=== DATASET ENTRIES ===
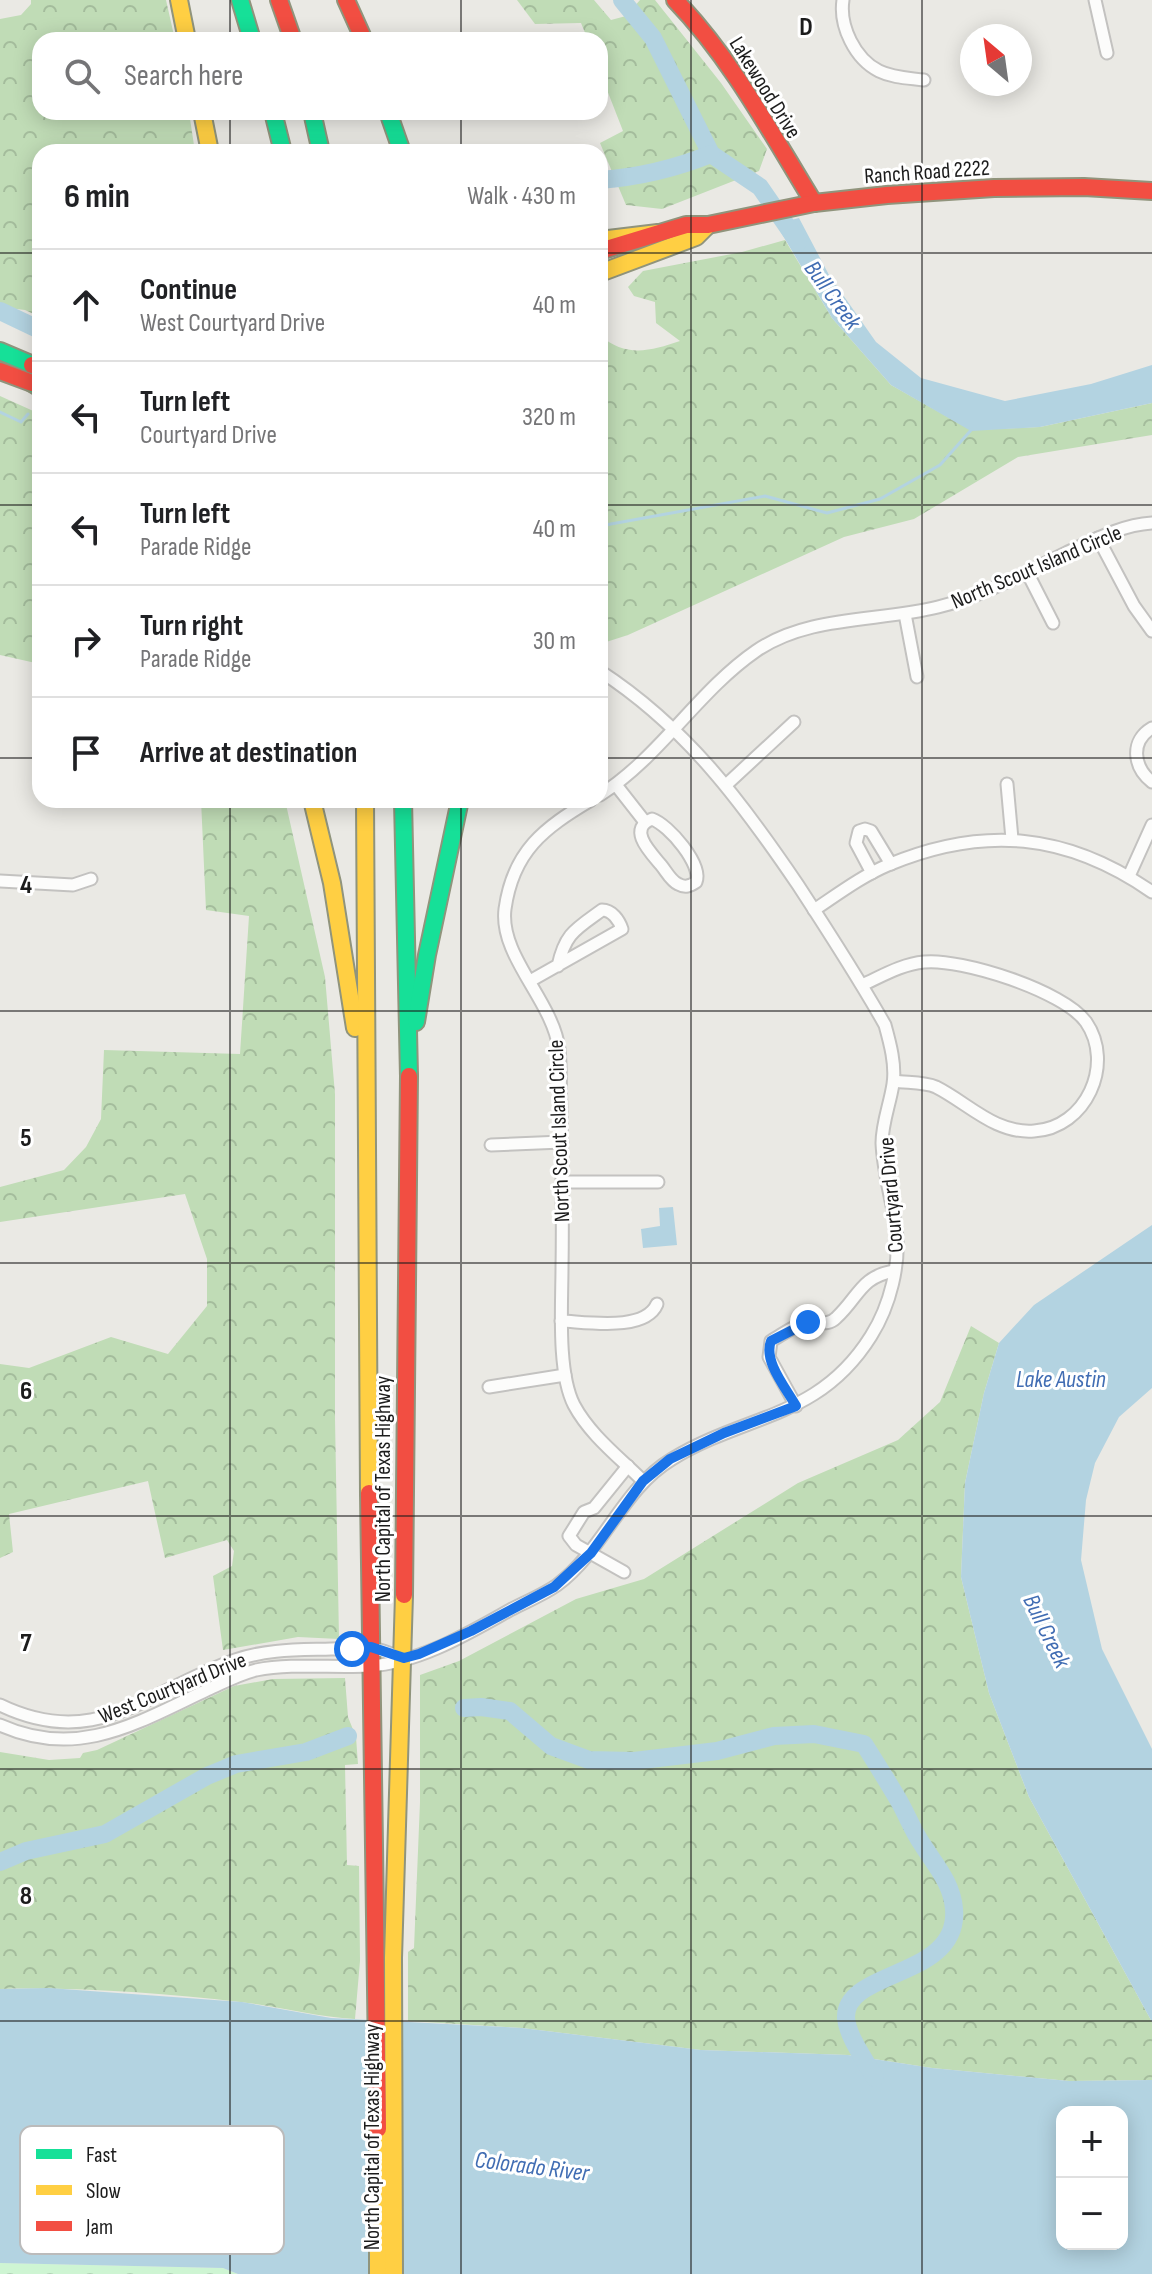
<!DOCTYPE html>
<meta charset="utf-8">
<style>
body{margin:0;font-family:"Sofia Sans Condensed",sans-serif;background:#f6f6f6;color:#202124}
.controls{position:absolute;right:24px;bottom:24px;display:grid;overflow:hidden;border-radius:16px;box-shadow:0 4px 20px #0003}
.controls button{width:72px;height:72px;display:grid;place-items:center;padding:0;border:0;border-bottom:2px solid #e0e0e0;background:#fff;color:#202124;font:40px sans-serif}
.compass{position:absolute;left:960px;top:24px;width:72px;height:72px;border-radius:50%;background:#fff;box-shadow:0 4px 20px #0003;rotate:331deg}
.stop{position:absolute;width:24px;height:24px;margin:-18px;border:6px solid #1a73e8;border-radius:50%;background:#fff}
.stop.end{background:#1a73e8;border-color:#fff;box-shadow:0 2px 8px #0008}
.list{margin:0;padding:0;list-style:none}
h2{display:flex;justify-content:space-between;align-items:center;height:104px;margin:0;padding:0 32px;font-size:34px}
h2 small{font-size:26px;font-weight:400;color:#757577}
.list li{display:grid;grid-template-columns:52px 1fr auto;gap:24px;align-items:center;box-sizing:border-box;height:112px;padding:0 32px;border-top:2px solid #e0e0e0}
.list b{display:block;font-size:30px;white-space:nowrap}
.list p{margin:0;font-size:26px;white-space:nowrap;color:#757577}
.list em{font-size:26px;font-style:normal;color:#757577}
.icon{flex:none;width:44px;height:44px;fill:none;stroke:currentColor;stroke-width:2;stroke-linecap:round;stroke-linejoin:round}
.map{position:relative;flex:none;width:1152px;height:2274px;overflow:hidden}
.search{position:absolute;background:#fff;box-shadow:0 4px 20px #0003;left:32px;top:32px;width:576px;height:88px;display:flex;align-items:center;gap:20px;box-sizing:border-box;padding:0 28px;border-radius:24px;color:#757577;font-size:30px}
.panel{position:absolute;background:#fff;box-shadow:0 4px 20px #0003;left:32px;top:144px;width:576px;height:664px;border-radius:24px}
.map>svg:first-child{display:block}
</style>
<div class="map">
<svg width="1152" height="2274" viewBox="0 0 1152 2274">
<defs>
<pattern id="forest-crowns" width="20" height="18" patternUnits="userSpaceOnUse" patternTransform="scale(2)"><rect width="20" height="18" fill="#c0dcb6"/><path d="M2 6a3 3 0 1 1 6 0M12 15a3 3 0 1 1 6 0" fill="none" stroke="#a4bc9c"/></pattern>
<pattern id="park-crowns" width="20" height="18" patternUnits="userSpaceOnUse" patternTransform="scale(2)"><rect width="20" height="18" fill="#cef5d3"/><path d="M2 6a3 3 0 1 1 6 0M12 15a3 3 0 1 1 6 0" fill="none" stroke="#b0d1b5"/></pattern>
</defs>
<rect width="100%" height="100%" fill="#eae9e4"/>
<!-- forest -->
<g fill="url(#forest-crowns)">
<path d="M31 0H166L175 40H40V112H189L195 152H40V317L25 310 0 307V19L21 15 31 4Z"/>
<path d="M517 0H594L611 20 626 16 640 0H655L721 83 767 149 759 171 662 209 626 205 600 143 623 131 600 72V40H588L581 23 535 24Z"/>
<path d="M785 240 832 318 891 385 971 430 1040 427 1152 403V435L1018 457 914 519 844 537 628 635 600 644V335C625 358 651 351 680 341L656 323 655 302 634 296 628 287 643 271 742 252Z"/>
<path d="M0 396 40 414V664L0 655Z"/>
<path d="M201 800H285L325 977 335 1094V1419L339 1639 298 1637 223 1650 213 1576 232 1566 234 1551 227 1540 165 1558 148 1481 9 1514 13 1552 0 1558V1364L29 1368 111 1337 168 1354 207 1306V1259L185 1194 0 1222V1187L64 1170 86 1147 101 1119 104 1050 240 1054 249 916 206 910Z"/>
<path d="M971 1326 999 1343 984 1393 965 1483 961 1577 989 1693 1029 1797 1152 2022V2080L1069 2081 932 2068 848 2055 701 2050 522 2028 408 2021V1952L414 1948 420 1802V1675L459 1661 576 1599 644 1579 798 1483 898 1440 940 1402Z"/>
<path d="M345 1678 348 1717 356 1737 358 1764 345 1765 347 1865 359 1866 360 1961 355 2019C316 2017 278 2006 240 2002 161 1993 79 1987 0 1989V1752L49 1760 80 1758 83 1753 97 1750 234 1686 273 1679Z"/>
</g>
<!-- park -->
<path fill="url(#park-crowns)" d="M0 2263 223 2268 238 2274H0Z"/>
<!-- water -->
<g fill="#b3d3e1" fill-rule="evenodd">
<path d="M799 218 829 275 876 342 921 378 1005 401 1091 384 1152 365V403L1040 427 971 431 891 385 832 318 776 224Z"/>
<path d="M673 1207 677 1245 643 1248 641 1229 660 1226 659 1208Z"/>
<path d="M1152 1225V1388L1119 1417 1095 1463 1086 1500 1081 1560 1102 1649 1152 1749V2022L1029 1797 989 1693 961 1577 965 1483 984 1393 999 1343 1034 1305Z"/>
<path d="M49 1988 242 2002 331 2018 522 2028 701 2050 848 2055 932 2068 1069 2081 1152 2080V2274H238L223 2268 0 2263V1989ZM1062 2112H1122V2244H1062Z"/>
</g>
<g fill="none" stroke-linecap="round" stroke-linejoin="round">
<!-- stream -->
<g stroke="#b3d3e1" stroke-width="3">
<path d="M0 412 21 422 28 414"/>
<path d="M600 526 765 496 827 513 880 499 940 465 972 429"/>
</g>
<!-- river -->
<g stroke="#b3d3e1" stroke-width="18">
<path d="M622 0 653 38 711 154 760 187 798 242"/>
<path d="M600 180C639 177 674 169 711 154"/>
<path d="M0 311 40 330"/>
<path d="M464 1708 481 1707 510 1711 551 1746 589 1760 634 1761 717 1751 774 1736 814 1734 864 1744C876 1763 888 1782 899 1801 907 1815 913 1831 922 1844 935 1865 952 1883 954 1909 960 1979 844 1969 846 2018 848 2038 866 2061 875 2078"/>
<path d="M0 1862 26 1851 105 1834 207 1776 236 1764 306 1752 348 1736"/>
</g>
<!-- street casing -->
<g stroke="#c3c2c0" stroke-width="15">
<g id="street">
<path d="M843 0C839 26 855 59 879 71 893 78 909 78 924 80"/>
<path d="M1095 0 1107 53"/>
<path d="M1098 538 1134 606 1152 631"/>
<path d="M1027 572 1053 623"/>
<path d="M905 614 917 677"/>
<path d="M1152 728C1130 741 1133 767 1152 782"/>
<path d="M1007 784 1012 839"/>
<path d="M616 785 645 822"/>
<path d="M726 785 794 722"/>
<path d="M600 795C660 757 698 691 756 651 808 615 878 622 938 607 983 596 1025 573 1066 553 1094 540 1121 525 1152 523"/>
<path d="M591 800C544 828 513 851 505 909 499 956 553 1001 559 1049 561 1068 560 1089 561 1109 562 1162 563 1214 562 1267 562 1304 557 1372 574 1405 590 1435 619 1457 643 1481"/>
<path d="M652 819C669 825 703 865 696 882 690 886 685 888 678 884 671 881 666 871 661 865 650 852 627 829 652 819Z"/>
<path d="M872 873 856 843 859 831 865 829 871 831 891 864"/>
<path d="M1129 876 1152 825"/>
<path d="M0 881 73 885 91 879"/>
<path d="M814 910C838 894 862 876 888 865 984 825 1067 833 1152 892"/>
<path d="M530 981 622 929C619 920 612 910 602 910 576 929 565 933 558 966"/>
<path d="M862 985C882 976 902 964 924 962 961 958 1064 991 1086 1022 1115 1064 1086 1128 1034 1131 995 1134 968 1103 936 1087 924 1082 907 1083 894 1081"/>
<path d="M491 1145 562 1142"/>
<path d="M563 1182H658"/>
<path d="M561 1321C587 1322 645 1332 657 1304"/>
<path d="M489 1387 565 1375"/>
<path d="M796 1406 769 1357 771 1341C782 1335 794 1325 806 1323 817 1320 827 1327 836 1318 859 1297 860 1277 894 1271"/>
<path d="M624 1572 576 1545 569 1536 584 1512 594 1508 628 1466"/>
<path d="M0 1705C97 1752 148 1690 235 1660 267 1649 298 1650 331 1649 344 1649 356 1647 368 1648 380 1648 392 1655 403 1658"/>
<path d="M0 1725C78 1760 137 1723 207 1690 223 1683 239 1674 256 1670 293 1663 331 1668 369 1666 419 1663 467 1634 510 1610 525 1602 543 1595 557 1585 604 1550 622 1489 672 1459 748 1413 819 1419 871 1336 890 1306 901 1263 896 1228 892 1200 883 1171 882 1143 882 1123 890 1104 893 1084 896 1065 890 1043 885 1025 858 977 828 931 798 885 741 801 686 727 600 671"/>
</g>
</g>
<!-- fast casing -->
<g stroke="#90947c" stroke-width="20">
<g id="fast">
<path d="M240 0 252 40"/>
<path d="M273 112 283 152"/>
<path d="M312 112 321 152"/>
<path d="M388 112 402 152"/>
<path d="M0 351 40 368"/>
<path d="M32 383 40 388"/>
<path d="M403 800 409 1076"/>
<path d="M416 1022 427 955 460 800"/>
</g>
</g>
<!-- slow casing -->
<g stroke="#90947c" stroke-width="20">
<g id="slow">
<path d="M179 0 187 40"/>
<path d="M202 112 210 152"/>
<path d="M600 240 658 233"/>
<path d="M600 273 696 237 708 225"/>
<path d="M312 800 332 883 355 1028"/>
<path d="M365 800 369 1493"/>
<path d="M378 2129V2274"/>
<path d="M394 2274 393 1958 404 1595"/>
</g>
</g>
<!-- jam casing -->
<g stroke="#90947c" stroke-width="20">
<g id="jam">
<path d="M279 0 293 40"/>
<path d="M346 0 364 40"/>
<path d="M675 0C732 59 771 133 814 203"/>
<path d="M600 251 686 225H708L814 203 887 195 994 188 1084 187 1152 191"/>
<path d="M32 365 40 366"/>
<path d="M0 371 40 386"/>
<path d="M369 1493 378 2129"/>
<path d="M404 1595 409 1076"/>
</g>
</g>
<!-- street -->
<use href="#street" stroke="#fcfcfb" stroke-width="11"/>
<!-- fast -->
<use href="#fast" stroke="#16e098" stroke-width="16"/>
<!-- slow -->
<use href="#slow" stroke="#ffcf43" stroke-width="16"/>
<!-- jam -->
<use href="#jam" stroke="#f24e42" stroke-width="16"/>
</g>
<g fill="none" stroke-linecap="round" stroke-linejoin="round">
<!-- route -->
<path stroke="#1a73e8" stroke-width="10" d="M352 1649 371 1647 404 1658 419 1654 471 1631 554 1587 591 1553 643 1481 670 1459 724 1433 796 1406C786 1388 763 1361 771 1341L808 1322"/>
</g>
<!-- grid -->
<path fill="none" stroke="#1c1c1c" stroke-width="2" stroke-opacity="0.55" d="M230 0V40M461 0V40M691 0V2274M922 0V2274M230 112V152M461 112V152M0 253H40M600 253H1152M0 505H40M600 505H1152M0 758H40M600 758H1152M230 800V2274M461 800V2274M0 1011H1152M0 1263H1152M0 1516H1152M0 1769H1152M0 2021H1152"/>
<g text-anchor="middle" stroke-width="6" stroke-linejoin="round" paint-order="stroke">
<!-- street labels -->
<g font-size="22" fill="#1c1c1c" stroke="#fff">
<text transform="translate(766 87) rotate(58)" y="8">Lakewood Drive</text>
<text transform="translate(927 171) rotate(-4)" y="8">Ranch Road 2222</text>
<text transform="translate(1036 566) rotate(-23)" y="8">North Scout Island Circle</text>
<text transform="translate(558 1131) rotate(-92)" y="8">North Scout Island Circle</text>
<text transform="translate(890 1195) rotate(-95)" y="8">Courtyard Drive</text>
<text transform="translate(382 1489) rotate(-90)" y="8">North Capital of Texas Highway</text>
<text transform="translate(172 1687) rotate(-22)" y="8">West Courtyard Drive</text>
<text transform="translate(371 2137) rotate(-90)" y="8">North Capital of Texas Highway</text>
</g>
<!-- water labels -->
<g font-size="24" font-style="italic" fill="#416db3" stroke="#fff">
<text transform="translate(833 295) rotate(54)" y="8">Bull Creek</text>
<text x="1061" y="1387">Lake Austin</text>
<text transform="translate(1047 1631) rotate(64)" y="8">Bull Creek</text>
<text transform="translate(532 2166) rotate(7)" y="8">Colorado River</text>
</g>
</g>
<!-- legend -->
<rect x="20" y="2126" width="264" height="128" rx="12" fill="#fff" stroke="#bbb" stroke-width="2"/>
<rect x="36" y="2149" width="36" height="10" fill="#16e098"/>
<rect x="36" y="2185" width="36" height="10" fill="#ffcf43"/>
<rect x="36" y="2221" width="36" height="10" fill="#f24e42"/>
<g font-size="22" fill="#1c1c1c">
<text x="86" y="2162">Fast</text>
<text x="86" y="2198">Slow</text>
<text x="86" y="2234">Jam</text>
</g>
<g font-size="26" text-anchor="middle" font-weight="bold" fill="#1c1c1c" stroke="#fff" stroke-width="6" stroke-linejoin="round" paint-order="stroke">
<text x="806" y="35">D</text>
<text x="26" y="893">4</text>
<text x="26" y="1146">5</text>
<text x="26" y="1399">6</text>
<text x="26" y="1651">7</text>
<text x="26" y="1904">8</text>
</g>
</svg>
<div class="controls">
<button>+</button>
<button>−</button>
</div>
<svg class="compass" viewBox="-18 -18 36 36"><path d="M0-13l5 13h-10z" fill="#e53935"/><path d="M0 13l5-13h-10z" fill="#757577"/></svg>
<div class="stop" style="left:352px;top:1649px"></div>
<div class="stop end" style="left:808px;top:1322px"></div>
<div class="search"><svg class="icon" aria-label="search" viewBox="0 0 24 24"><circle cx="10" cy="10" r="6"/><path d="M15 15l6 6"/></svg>Search here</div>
<section class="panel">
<h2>6 min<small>Walk · 430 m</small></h2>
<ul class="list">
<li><svg class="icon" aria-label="ahead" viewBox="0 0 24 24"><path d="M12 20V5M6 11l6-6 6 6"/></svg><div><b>Continue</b><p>West Courtyard Drive</p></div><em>40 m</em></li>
<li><svg class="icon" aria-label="left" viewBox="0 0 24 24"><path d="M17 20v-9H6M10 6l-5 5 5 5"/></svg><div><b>Turn left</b><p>Courtyard Drive</p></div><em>320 m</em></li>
<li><svg class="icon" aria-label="left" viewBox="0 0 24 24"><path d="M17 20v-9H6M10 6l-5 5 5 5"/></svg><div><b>Turn left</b><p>Parade Ridge</p></div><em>40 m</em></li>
<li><svg class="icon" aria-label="right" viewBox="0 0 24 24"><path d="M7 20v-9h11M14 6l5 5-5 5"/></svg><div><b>Turn right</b><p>Parade Ridge</p></div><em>30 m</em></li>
<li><svg class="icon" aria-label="arrive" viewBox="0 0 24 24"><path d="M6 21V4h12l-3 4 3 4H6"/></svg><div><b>Arrive at destination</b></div></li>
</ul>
</section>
</div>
===
Each line of the records that contains the string "white" must be copied.

.list b{display:block;font-size:30px;white-space:nowrap}
.list p{margin:0;font-size:26px;white-space:nowrap;color:#757577}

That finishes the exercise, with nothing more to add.